Falling oil prices may be misreading a tenuous situation in Iraq
Boys run past burning tires set up by Iraqi protesters during ongoing anti-government protests in Najaf, Iraq, November 26.
Alaa al-Marjani | Reuters
The resignation of Iraq’s prime minister helped trigger a drop in oil prices, but analysts say that may not be the right response by investors, as Iraq’s future may have just become even more uncertain.
Iraq is the second-largest oil producer in OPEC, with output nearing 5 million barrels a day, and analysts had said that anti-government protests in the country could ultimately impact oil exports if they continued.
Prime Minister Adel Abdul-Mahdi announced his resignation Friday after the country’s top cleric criticized the government following a deadly day of protests. Ayatollah Ali al-Sistani urged Iraq’s Parliament to stop the country from “sliding into chaos, violence and destruction,” according to news reports.
Oil fell in U.S. trading after the development but was also impacted by negative sentiment around trade talks and OPEC.
West Texas Intermediate futures were down 4.3% at $55.61 per barrel in midday trading. Brent futures were off 2.2% at $62.49 per barrel.
“It’s falling because the protesters got what they wanted,” said John Kilduff, partner with Again Capital. He said investors may now think the potential for disruption of Iraq oil exports has abated.
“Let’s see how the market reacts to this development. Scores were killed over the weekend,” he said.
Helima Croft, head of global commodities strategy at RBC, said the situation in Iraq now risks getting worse. “I think this is maybe far from over,” she said. “They are trading on a headline because they believe the Middle East is becoming more tranquil, not realizing that the battle for the future of Iraq is entering a more dangerous phase potentially.”
Protesters have focused on Iran’s influence in the country, which has water shortages, power outages and a high level of unemployment.
“There’s a sense the oil dividend is not being used to produce any economic dividend,” Croft said.
Croft said Abdul-Mahdi was expendable because he was not tied to any party, and the question now is when will elections take place.
“He was a consensus pick. What has to be a concern to Iran is that these Shiite protesters in Iraq have turned their rage on Iran,” said Croft.
Kilduff said the protests are another challenge to Iran in the region, at a time when its regime is also being challenged by violent protests in its own country. “That’s a key development, that the ire of the protesters is directed toward Iran,” he said.

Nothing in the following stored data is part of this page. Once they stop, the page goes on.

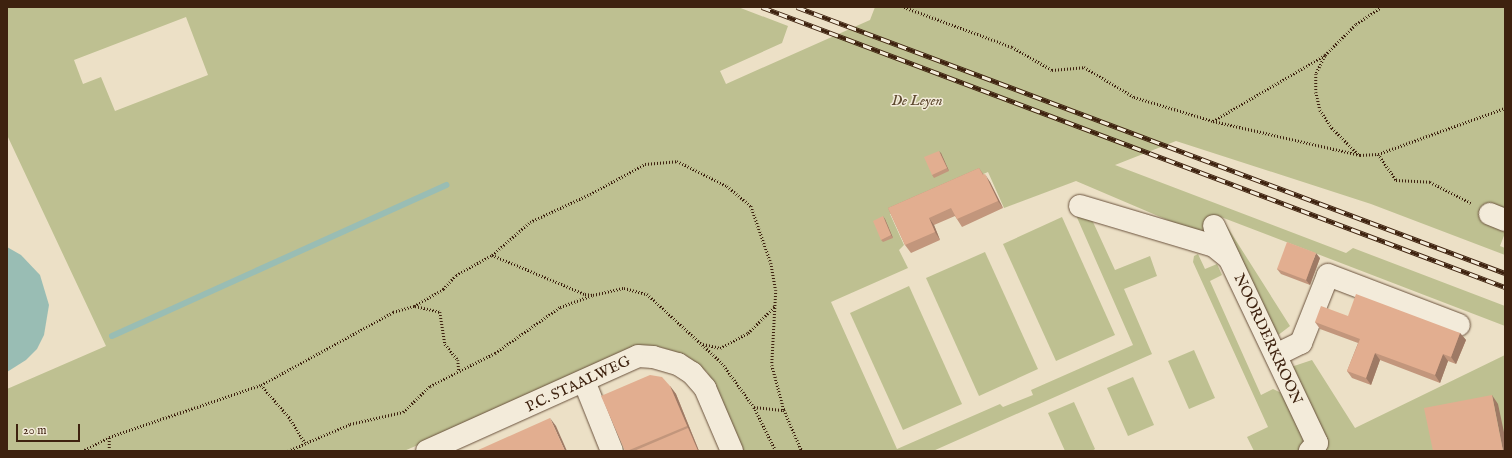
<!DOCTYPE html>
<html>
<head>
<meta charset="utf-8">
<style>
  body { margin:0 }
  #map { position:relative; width:1512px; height:458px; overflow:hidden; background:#ece0c6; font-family:"IM FELL English",serif }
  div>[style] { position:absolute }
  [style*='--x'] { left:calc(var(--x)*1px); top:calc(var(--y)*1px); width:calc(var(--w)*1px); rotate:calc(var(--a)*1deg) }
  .green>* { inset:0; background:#bec091 }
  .water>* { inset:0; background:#99bdb4 }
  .stream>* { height:6px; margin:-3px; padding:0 3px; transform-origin:3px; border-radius:3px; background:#99bdb4 }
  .path>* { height:2.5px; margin-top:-1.25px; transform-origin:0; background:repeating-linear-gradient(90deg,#3e220f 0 1px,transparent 0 3px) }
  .roads { filter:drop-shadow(0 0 1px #6a523d) drop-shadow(0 0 1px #6a523d) }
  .minor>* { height:22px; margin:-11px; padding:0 11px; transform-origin:11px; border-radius:11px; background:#f3ebda }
  .rail>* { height:4.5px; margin-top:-2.25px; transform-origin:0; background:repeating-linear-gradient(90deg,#f3ebda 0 9px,#3e220f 0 18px); box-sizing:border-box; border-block:1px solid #3e220f }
  .wall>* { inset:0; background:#c2967c }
  .shaded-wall>* { inset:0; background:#9e7a65 }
  .building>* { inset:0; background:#e2ae90 }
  span { translate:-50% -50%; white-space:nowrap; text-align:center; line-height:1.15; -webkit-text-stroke:3px #f3ebda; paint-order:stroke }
  .park-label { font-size:15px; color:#5e4a30; font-style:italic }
  .street-label { font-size:15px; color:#3e220f }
  .frame { position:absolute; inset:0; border:8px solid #3e220f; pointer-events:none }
  .scale { position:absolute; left:16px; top:424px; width:64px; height:18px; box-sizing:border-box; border:2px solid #3e220f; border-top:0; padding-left:5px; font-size:12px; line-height:14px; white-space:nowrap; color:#3e220f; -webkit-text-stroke:3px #f3ebda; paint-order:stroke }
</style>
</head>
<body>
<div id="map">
  <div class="green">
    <i style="clip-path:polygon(evenodd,7px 7px,738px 7px,788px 26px,782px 43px,720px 71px,726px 84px,870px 20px,875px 7px,1505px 7px,1505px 233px,1500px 246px,1505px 248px,1505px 255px,1371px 204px,1176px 141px,1115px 165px,1346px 253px,1353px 248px,1505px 306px,1505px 326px,1221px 217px,1290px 326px,1277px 336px,1205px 236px,1076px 181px,1004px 208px,988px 172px,890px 214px,904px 245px,899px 250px,908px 268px,831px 302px,897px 449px,1000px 404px,1003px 407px,1033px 395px,1031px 390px,1133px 345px,1075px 213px,1088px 211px,1115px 270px,1150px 256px,1157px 276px,1124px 289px,1152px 354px,933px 451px,742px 451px,707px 372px,685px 355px,660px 347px,645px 347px,404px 451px,7px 451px,7px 389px,106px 346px,7px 135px,7px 7px,186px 17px,208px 75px,115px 111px,101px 77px,83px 84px,74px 60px,186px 17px)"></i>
    <i style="clip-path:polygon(1062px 217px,1115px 335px,1056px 361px,1003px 244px)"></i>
    <i style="clip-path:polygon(985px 252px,1038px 369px,979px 396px,926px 278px)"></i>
    <i style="clip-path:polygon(1198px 254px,1205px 269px,1217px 264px,1222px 275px,1210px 281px,1261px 395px,1273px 389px,1290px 397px,1307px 436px,1300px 451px,1254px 451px,1247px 437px,1268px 427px,1193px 262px,1194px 256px)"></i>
    <i style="clip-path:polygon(909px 286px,962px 404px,903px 430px,850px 313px)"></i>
    <i style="clip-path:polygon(1194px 350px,1215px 398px,1189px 409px,1168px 361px)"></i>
    <i style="clip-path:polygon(1505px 355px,1505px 451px,1324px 451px,1291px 367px,1312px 360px,1355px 428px)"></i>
    <i style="clip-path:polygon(1133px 377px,1154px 425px,1128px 436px,1107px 388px)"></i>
    <i style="clip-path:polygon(1074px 402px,1095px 449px,1092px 451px,1065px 451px,1048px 413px)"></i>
  </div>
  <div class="water">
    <i style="clip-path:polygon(7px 247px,21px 255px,40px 275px,49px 305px,44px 335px,37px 349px,26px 360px,7px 372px)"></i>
  </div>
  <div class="stream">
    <i style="--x:112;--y:336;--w:367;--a:-24.3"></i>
  </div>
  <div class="path">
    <i style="--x:904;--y:7;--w:115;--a:20.3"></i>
    <i style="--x:1012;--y:47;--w:46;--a:29.9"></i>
    <i style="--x:1052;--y:70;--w:32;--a:-5"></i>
    <i style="--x:1084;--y:67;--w:58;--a:31"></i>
    <i style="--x:1134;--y:97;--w:83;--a:16.9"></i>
    <i style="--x:1213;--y:121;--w:151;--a:13"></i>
    <i style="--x:1360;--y:155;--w:18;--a:-3"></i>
    <i style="--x:1378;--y:154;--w:135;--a:-19.9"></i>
    <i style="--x:1325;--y:56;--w:20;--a:117"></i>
    <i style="--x:1316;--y:74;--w:18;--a:90"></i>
    <i style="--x:1316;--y:92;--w:18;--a:77"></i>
    <i style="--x:1320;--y:110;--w:22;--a:56"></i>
    <i style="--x:1332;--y:128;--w:38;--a:45"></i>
    <i style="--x:1213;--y:121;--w:130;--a:-30.5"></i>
    <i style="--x:1325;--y:55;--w:44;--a:-45"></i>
    <i style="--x:1356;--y:24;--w:30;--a:-34"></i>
    <i style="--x:1378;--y:154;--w:32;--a:55"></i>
    <i style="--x:1396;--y:180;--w:34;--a:3"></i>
    <i style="--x:1430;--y:182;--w:46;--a:27.1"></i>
    <i style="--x:492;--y:255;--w:101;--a:22.8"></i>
    <i style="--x:585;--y:294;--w:8;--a:7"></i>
    <i style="--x:593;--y:295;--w:32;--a:-13"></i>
    <i style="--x:624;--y:288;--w:24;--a:15"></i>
    <i style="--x:647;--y:294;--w:102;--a:42.6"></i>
    <i style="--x:722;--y:363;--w:54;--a:54"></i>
    <i style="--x:754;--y:407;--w:49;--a:63.4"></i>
    <i style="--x:415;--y:306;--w:26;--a:13"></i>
    <i style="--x:440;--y:312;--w:32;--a:81"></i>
    <i style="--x:445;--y:344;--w:21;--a:51"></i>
    <i style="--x:458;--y:360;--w:11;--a:85"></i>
    <i style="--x:703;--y:344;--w:17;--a:13"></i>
    <i style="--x:720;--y:348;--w:32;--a:-28"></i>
    <i style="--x:748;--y:333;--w:38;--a:-45"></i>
    <i style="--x:261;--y:385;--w:43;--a:48.8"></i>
    <i style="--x:289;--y:417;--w:31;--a:58"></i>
    <i style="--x:754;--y:407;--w:30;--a:6"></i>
    <i style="--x:82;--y:451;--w:30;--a:-27"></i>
    <i style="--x:109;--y:437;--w:161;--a:-18.9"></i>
    <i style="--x:261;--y:385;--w:151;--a:-28.9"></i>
    <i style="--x:393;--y:312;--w:22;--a:-16"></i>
    <i style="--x:414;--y:306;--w:34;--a:-30"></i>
    <i style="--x:443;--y:289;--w:19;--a:-47"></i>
    <i style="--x:456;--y:275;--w:41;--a:-29.1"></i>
    <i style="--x:492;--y:255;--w:50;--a:-41"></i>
    <i style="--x:530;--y:222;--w:66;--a:-25"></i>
    <i style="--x:590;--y:194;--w:63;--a:-28.6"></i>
    <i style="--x:645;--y:164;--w:32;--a:-5"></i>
    <i style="--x:677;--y:161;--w:56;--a:26.6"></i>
    <i style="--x:727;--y:186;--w:31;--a:40"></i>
    <i style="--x:751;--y:206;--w:60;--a:70.7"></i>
    <i style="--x:771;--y:263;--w:27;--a:80"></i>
    <i style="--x:776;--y:290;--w:75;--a:93.1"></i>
    <i style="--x:772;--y:365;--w:47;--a:75.1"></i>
    <i style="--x:784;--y:410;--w:45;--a:66.3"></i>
    <i style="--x:109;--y:451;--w:14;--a:-90"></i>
    <i style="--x:288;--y:451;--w:68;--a:-23.5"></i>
    <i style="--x:350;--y:424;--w:54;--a:-12.8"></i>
    <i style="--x:403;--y:412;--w:37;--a:-44"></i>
    <i style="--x:430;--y:386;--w:73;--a:-26.9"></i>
    <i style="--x:495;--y:353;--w:80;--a:-35.3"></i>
    <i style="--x:560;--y:307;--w:35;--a:-20"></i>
  </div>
  <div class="roads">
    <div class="minor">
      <i style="--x:1080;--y:206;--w:140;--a:16.6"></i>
      <i style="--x:1214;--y:246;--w:19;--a:39"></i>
      <i style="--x:1490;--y:214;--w:16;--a:22"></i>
      <i style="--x:1214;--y:226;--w:240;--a:64.6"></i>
      <i style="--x:1317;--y:443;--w:11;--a:131"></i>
      <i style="--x:1276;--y:355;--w:28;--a:-26"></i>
      <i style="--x:1301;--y:343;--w:73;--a:-68.3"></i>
      <i style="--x:1328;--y:275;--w:140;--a:20.9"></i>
      <i style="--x:584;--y:381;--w:75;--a:68.2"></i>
      <i style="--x:427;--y:451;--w:231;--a:-24.2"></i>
      <i style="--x:638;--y:356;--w:15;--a:4"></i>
      <i style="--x:653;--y:357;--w:26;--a:16"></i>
      <i style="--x:678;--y:364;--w:17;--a:33"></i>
      <i style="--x:692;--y:373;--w:20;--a:49"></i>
      <i style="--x:705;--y:388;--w:69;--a:66.8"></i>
    </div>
  </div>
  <div class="rail">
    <i style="--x:762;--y:7;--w:794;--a:20.65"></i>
    <i style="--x:797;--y:7;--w:756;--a:20.59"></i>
  </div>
  <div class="wall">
    <i style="clip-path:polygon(941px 153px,949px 171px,934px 178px,932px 175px)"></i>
    <i style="clip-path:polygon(979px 168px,984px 175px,990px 182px,1003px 208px,962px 227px,955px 216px,934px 225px,940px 240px,911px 253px,905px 245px,888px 208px)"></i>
    <i style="clip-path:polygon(885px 219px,893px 238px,883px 242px,881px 240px)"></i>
    <i style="clip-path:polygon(1320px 258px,1310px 285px,1281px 274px,1277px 269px)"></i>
    <i style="clip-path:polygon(1348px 316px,1460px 333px,1466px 340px,1456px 364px,1448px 361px,1440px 383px,1380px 360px,1371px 385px,1352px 378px,1347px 371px,1358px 343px,1320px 329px,1315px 322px)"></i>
    <i style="clip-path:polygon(670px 386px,676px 394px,699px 451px,625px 451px)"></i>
  </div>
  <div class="shaded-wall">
    <i style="clip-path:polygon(939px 151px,941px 153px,949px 171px,947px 168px)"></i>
    <i style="clip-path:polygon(985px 174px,990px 182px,1003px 208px,998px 201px)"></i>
    <i style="clip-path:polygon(883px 216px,885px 219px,893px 238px,891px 235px)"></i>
    <i style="clip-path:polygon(929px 218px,934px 225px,940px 240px,935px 232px)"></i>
    <i style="clip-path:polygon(1316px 253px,1320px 258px,1310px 285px,1306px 280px)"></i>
    <i style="clip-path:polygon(1460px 333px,1466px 340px,1456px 364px,1451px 357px)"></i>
    <i style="clip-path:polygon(1375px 353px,1380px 360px,1371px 385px,1366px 378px)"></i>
    <i style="clip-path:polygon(1443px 354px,1448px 361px,1440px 383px,1435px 375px)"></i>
    <i style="clip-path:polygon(670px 386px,676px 394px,699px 451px,698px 451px)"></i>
    <i style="clip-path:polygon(1492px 395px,1498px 404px,1505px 437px,1505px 451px,1503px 451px)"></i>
    <i style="clip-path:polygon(550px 418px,556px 426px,567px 451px,565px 451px)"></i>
  </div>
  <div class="building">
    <i style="clip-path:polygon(939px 151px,947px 168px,932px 175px,924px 157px)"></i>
    <i style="clip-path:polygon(979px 168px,983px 175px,985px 174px,998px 201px,957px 219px,951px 208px,929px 218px,935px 232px,905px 245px,888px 208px)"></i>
    <i style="clip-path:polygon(883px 216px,891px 235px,881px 240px,873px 221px)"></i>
    <i style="clip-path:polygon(1287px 242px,1316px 253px,1306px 280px,1277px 269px)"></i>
    <i style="clip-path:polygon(1356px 294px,1460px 333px,1451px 357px,1443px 354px,1435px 375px,1375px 353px,1366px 378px,1347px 371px,1360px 339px,1315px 322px,1321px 306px,1348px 316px)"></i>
    <i style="clip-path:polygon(650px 375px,662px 377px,670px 386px,687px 426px,627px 451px,625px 451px,601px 396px)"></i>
    <i style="clip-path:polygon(1492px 395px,1503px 451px,1433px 451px,1424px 408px)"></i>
    <i style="clip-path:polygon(550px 418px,565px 451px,476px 451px)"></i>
    <i style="clip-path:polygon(688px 428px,698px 451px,634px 451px)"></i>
  </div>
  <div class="park-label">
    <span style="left:917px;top:101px">De Leyen</span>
  </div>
  <div class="street-label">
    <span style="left:1268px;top:339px;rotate:65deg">NOORDERKROON</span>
    <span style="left:578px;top:384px;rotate:-25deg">P.C. STAALWEG</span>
  </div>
  <div class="frame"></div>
  <div class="scale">20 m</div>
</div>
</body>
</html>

As oil was being hit hard Friday, the outlook for the trade dispute between the U.S. and China looked more uncertain. The talks are expected to continue, but the potential for a deal became murkier after President Donald Trump signed a bill supporting protesters Wednesday, and Beijing responded negatively in return.
There are also doubts surfacing about OPEC’s meeting next week, with Russia potentially seeking to have its condensates exempted from the production quotas. News reports quoted unnamed sources saying Saudi Arabia does not want to shoulder a bigger percentage of the cuts.
“The OPEC meeting is looking more bearish by the day,” Kilduff said, noting that oil was also moving on technical factors. “The meeting looks like it might be going off the rails.” West Texas Intermediate futures slid just under the 50-day moving average at $55.62 per barrel.
Iraq is now the fourth government to fall, following Lebanon, Algeria and Sudan.
“Oil’s a totally broken barometer. The fact we’ve had multiple governments falling in the region does not mean the region is becoming more placid,” Croft said.